→ Assignment: Your copy should contain exactly the lines from the start of the material through the line containing "translate:-50% -50%; white-space:nowrap;", and no pictures.

→ Data to process:
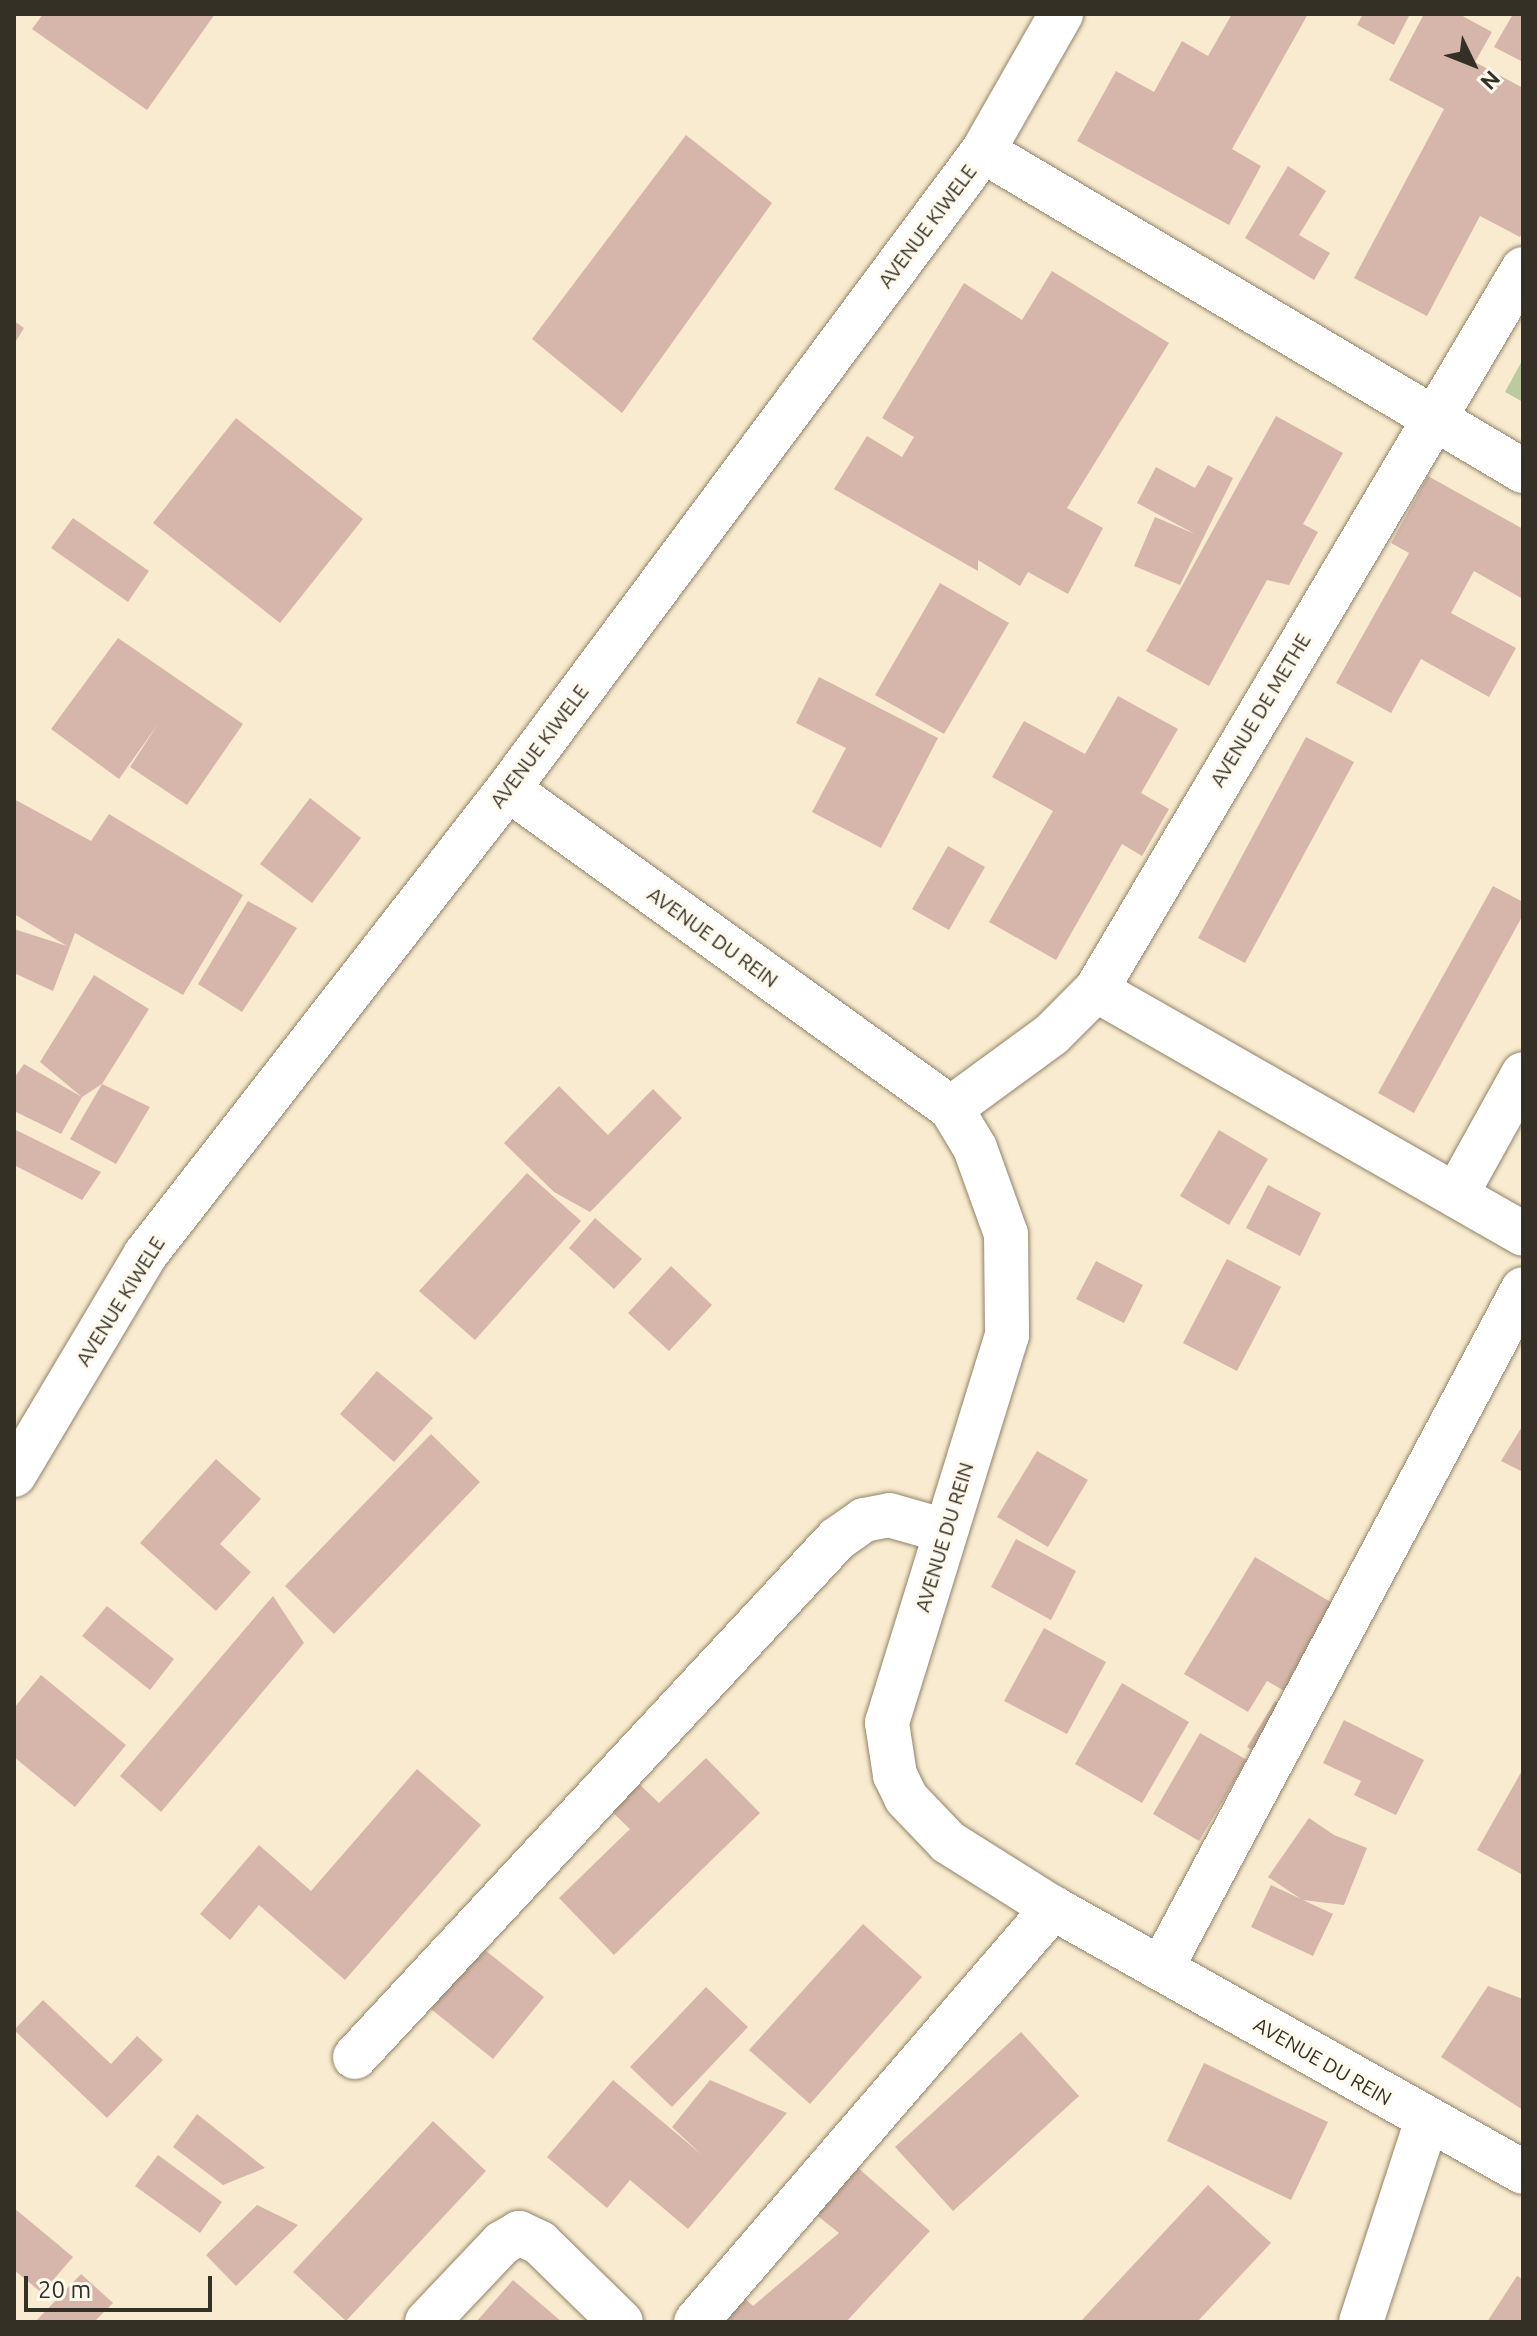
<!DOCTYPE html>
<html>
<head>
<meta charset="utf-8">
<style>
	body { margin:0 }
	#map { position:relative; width:1537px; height:2336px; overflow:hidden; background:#f9ebcf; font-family:Ubuntu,sans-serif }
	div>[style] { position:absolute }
	.green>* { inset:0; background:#bacb9f }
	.building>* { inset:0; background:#d6b6aa }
	.roads { filter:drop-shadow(0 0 2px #908369) drop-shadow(0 0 2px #908369) }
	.minor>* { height:44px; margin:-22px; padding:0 22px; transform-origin:22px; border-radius:22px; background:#fff }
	span { translate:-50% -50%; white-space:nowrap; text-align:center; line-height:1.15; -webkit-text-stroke:6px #fff9ee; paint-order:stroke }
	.street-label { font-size:20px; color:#353025 }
	.frame { position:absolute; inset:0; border:16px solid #353025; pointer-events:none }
	.north { position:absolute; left:1433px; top:24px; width:80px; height:80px; -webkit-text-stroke:6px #fff9ee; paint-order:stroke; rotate:133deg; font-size:22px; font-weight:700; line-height:32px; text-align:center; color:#353025 }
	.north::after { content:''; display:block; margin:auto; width:28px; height:36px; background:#353025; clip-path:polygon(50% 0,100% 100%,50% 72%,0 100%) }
	.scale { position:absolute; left:24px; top:2276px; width:188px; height:36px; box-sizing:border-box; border:4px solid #353025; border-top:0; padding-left:10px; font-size:24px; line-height:28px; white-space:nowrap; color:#353025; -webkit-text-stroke:6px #fff9ee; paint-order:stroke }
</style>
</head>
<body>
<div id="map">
	<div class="green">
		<i style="clip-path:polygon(1523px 359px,1523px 402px,1505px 392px)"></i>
	</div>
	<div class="building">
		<i style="clip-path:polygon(43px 14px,215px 14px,147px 110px,32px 29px)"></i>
		<i style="clip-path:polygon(1232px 14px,1308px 14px,1232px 149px,1261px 166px,1229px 225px,1077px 141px,1116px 71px,1154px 92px,1182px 41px,1208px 56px)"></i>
		<i style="clip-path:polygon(1363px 14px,1410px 14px,1394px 45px,1357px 25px)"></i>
		<i style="clip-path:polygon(1424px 14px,1459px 14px,1492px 32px,1475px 62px,1523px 88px,1523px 232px,1520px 237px,1480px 216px,1427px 316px,1354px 278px,1444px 109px,1389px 80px)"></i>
		<i style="clip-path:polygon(1513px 14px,1523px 14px,1523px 62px,1494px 47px)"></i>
		<i style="clip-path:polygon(686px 135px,772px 203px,622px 413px,532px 339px)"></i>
		<i style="clip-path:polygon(1288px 166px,1326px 191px,1299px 235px,1330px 253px,1314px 280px,1245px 238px)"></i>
		<i style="clip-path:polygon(1052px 271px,1169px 343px,1067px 508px,1103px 528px,1068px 594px,1028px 572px,1020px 586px,978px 560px,978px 571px,834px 489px,867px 436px,902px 457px,914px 437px,882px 418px,964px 283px,1022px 320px)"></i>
		<i style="clip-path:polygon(14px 321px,24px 328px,14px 344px)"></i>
		<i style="clip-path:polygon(1276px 416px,1343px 453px,1303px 524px,1318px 532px,1289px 585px,1267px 580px,1209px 686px,1146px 651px)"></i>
		<i style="clip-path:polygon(236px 418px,363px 519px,280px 623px,153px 523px)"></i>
		<i style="clip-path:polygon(1208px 465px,1233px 478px,1180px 585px,1134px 566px,1155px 517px,1195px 534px,1137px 503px,1156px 467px,1195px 488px)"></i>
		<i style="clip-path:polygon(1428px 476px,1523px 529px,1523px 599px,1474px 571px,1451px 613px,1516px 648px,1489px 697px,1421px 659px,1391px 713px,1336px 683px,1409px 553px,1391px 543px)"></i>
		<i style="clip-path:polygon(73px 518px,149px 571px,128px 602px,51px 548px)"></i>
		<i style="clip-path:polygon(940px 583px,1009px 623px,944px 734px,875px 695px)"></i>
		<i style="clip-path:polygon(118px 638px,243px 724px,187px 805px,130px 767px,158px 724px,119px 779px,51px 729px)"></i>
		<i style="clip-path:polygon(819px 677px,938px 738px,881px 848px,812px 812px,846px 748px,796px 723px)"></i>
		<i style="clip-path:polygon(1118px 696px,1178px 729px,1141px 793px,1169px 809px,1142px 856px,1122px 844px,1056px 960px,989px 922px,1053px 811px,992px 777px,1024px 721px,1085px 754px)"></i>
		<i style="clip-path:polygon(1306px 737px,1354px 762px,1245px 963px,1198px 938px)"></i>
		<i style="clip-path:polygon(310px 798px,361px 838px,312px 903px,260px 864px)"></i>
		<i style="clip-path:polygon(14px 799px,91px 841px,109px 814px,243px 895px,183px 995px,75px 933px,53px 991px,14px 973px,14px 929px,67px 946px,14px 914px)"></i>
		<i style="clip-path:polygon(948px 846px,985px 867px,949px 930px,912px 909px)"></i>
		<i style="clip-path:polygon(1493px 886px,1523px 902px,1523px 915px,1414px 1113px,1378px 1093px)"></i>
		<i style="clip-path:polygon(248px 901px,297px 928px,242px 1012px,198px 984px)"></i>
		<i style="clip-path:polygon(94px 975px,149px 1009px,102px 1084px,82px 1097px,61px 1134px,14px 1111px,14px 1078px,24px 1064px,82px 1097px,40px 1062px)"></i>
		<i style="clip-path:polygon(102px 1084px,150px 1107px,116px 1164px,70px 1139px)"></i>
		<i style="clip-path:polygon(559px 1086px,608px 1135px,653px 1089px,682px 1118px,590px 1212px,554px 1192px,504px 1143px)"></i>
		<i style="clip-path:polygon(14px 1129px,101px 1172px,82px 1200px,14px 1165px)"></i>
		<i style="clip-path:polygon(1219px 1130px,1268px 1159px,1229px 1225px,1180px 1196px)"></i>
		<i style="clip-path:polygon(527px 1173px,581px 1221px,475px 1340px,419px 1291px)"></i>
		<i style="clip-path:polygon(1268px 1185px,1321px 1213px,1300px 1256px,1246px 1228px)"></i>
		<i style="clip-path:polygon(595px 1218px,642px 1259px,614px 1289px,569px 1248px)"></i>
		<i style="clip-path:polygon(1227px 1259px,1281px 1287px,1237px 1371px,1183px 1343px)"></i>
		<i style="clip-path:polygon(1096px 1261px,1143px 1285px,1124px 1323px,1076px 1299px)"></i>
		<i style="clip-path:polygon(671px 1266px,712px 1305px,669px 1351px,628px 1313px)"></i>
		<i style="clip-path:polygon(377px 1371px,433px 1418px,394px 1462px,340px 1414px)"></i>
		<i style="clip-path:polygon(1523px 1425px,1523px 1472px,1501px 1461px)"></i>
		<i style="clip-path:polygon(431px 1434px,480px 1482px,334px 1634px,285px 1586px)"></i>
		<i style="clip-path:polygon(1037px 1451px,1088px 1480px,1048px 1547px,997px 1517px)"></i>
		<i style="clip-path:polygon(216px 1459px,261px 1499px,220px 1544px,251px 1572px,216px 1611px,140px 1543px)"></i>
		<i style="clip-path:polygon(1016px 1539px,1076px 1571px,1051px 1620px,991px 1587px)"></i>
		<i style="clip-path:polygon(1255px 1557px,1339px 1607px,1288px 1693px,1267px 1681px,1248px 1712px,1184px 1674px)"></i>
		<i style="clip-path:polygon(273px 1596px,304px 1643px,161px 1812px,120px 1776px)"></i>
		<i style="clip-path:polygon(107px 1606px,174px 1659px,150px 1690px,82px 1636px)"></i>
		<i style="clip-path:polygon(1044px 1628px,1106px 1662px,1067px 1734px,1004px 1701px)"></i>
		<i style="clip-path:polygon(41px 1675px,126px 1745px,75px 1807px,14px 1757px,14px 1708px)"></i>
		<i style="clip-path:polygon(1122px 1683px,1189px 1722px,1142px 1803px,1075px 1764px)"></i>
		<i style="clip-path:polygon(1275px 1701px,1294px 1712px,1265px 1758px,1247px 1747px)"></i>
		<i style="clip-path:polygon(1344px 1720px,1424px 1760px,1396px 1815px,1354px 1795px,1361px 1781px,1323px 1763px)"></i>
		<i style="clip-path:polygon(1200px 1733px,1247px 1760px,1199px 1841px,1153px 1814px)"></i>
		<i style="clip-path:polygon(706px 1758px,760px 1813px,614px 1955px,559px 1898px,630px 1829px,609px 1809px,637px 1782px,659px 1803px)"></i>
		<i style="clip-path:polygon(417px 1769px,481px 1825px,345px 1980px,259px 1905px,230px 1940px,200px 1914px,259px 1845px,311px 1891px)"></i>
		<i style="clip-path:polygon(1523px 1769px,1523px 1875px,1477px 1850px)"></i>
		<i style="clip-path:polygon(1309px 1818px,1334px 1835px,1367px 1848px,1344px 1905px,1303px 1900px,1333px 1914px,1313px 1956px,1251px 1927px,1271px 1885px,1301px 1899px,1268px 1877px)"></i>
		<i style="clip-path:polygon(863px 1924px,922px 1977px,810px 2104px,749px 2050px)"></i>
		<i style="clip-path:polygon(481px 1947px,544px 1997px,493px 2059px,431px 2009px)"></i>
		<i style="clip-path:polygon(1488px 1986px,1523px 1999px,1523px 2110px,1441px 2057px)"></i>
		<i style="clip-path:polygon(706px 1987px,748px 2027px,672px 2107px,630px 2067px)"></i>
		<i style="clip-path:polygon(43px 2000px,111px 2064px,137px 2036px,163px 2060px,107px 2118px,14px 2030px)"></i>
		<i style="clip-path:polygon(1021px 2032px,1079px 2096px,953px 2211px,895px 2147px)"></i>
		<i style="clip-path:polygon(1204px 2063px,1328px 2122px,1291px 2200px,1167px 2141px)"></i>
		<i style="clip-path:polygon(613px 2080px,702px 2155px,672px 2127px,710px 2080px,787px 2113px,688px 2229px,630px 2180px,607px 2208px,547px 2157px)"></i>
		<i style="clip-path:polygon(197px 2114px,265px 2168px,223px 2185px,173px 2147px)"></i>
		<i style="clip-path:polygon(433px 2121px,486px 2171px,346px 2321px,293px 2272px)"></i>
		<i style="clip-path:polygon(158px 2155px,222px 2202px,200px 2233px,135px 2186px)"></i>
		<i style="clip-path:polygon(857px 2167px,930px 2231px,846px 2322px,713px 2322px,740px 2294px,753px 2306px,839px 2233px,814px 2213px)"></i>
		<i style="clip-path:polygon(1208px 2185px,1271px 2243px,1197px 2322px,1080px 2322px)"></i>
		<i style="clip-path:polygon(257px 2205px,298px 2225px,236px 2286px,206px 2255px)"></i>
		<i style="clip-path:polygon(14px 2208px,73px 2257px,42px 2293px,14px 2270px)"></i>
		<i style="clip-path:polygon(81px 2274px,113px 2303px,94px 2322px,35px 2322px)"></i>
		<i style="clip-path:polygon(1517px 2276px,1523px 2279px,1523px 2322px,1487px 2322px)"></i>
		<i style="clip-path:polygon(513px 2280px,562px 2322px,476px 2322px)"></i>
	</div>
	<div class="roads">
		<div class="minor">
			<i style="left:983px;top:151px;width:628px;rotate:30.65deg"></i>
			<i style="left:508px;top:789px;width:546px;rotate:35.76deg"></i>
			<i style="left:951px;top:1108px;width:47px;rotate:59deg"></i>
			<i style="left:975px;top:1148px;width:91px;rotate:70.2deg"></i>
			<i style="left:1006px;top:1234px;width:101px;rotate:89.4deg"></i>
			<i style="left:1007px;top:1335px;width:406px;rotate:107.2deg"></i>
			<i style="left:887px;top:1723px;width:53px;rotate:81.3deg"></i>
			<i style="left:895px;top:1775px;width:25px;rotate:64deg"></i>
			<i style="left:906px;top:1798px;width:61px;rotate:46.3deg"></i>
			<i style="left:948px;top:1842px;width:124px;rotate:32.2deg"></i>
			<i style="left:1053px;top:1908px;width:539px;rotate:29.32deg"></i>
			<i style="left:1096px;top:990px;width:492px;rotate:29.7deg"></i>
			<i style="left:951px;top:1108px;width:125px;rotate:-36.2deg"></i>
			<i style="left:1052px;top:1034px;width:62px;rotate:-45deg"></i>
			<i style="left:1096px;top:990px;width:838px;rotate:-59.36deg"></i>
			<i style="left:1456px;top:1195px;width:138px;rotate:-61deg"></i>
			<i style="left:14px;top:1475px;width:256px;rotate:-59.2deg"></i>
			<i style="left:145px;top:1255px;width:591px;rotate:-52.08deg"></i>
			<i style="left:508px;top:789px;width:795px;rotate:-53.33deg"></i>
			<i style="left:983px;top:151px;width:158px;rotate:-60.3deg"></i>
			<i style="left:1161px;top:1969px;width:770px;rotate:-61.97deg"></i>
			<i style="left:355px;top:2057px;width:708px;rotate:-47.06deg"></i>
			<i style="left:837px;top:1539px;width:33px;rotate:-35deg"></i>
			<i style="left:864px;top:1520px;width:25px;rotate:-11deg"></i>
			<i style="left:889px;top:1515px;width:58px;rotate:15.9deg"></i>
			<i style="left:427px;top:2322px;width:109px;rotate:-46.5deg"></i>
			<i style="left:502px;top:2243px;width:20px;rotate:-30deg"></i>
			<i style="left:519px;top:2233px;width:23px;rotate:25deg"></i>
			<i style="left:540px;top:2243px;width:113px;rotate:44.3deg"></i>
			<i style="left:696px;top:2322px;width:547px;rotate:-49.23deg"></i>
			<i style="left:1361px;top:2322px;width:213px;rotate:-71.9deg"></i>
		</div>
	</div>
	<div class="street-label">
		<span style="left:927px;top:226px;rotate:-53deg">AVENUE KIWELE</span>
		<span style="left:1260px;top:710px;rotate:-59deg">AVENUE DE METHE</span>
		<span style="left:539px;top:746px;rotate:-53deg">AVENUE KIWELE</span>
		<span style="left:713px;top:937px;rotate:36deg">AVENUE DU REIN</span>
		<span style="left:120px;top:1301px;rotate:-58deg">AVENUE KIWELE</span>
		<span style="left:944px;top:1537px;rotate:-73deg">AVENUE DU REIN</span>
		<span style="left:1323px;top:2061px;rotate:30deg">AVENUE DU REIN</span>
	</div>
	<div class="frame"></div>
	<div class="north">N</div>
	<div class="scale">20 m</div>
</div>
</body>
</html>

→ Answer to the problem:
<!DOCTYPE html>
<html>
<head>
<meta charset="utf-8">
<style>
	body { margin:0 }
	#map { position:relative; width:1537px; height:2336px; overflow:hidden; background:#f9ebcf; font-family:Ubuntu,sans-serif }
	div>[style] { position:absolute }
	.green>* { inset:0; background:#bacb9f }
	.building>* { inset:0; background:#d6b6aa }
	.roads { filter:drop-shadow(0 0 2px #908369) drop-shadow(0 0 2px #908369) }
	.minor>* { height:44px; margin:-22px; padding:0 22px; transform-origin:22px; border-radius:22px; background:#fff }
	span { translate:-50% -50%; white-space:nowrap; text-align:center; line-height:1.15; -webkit-text-stroke:6px #fff9ee; paint-order:stroke }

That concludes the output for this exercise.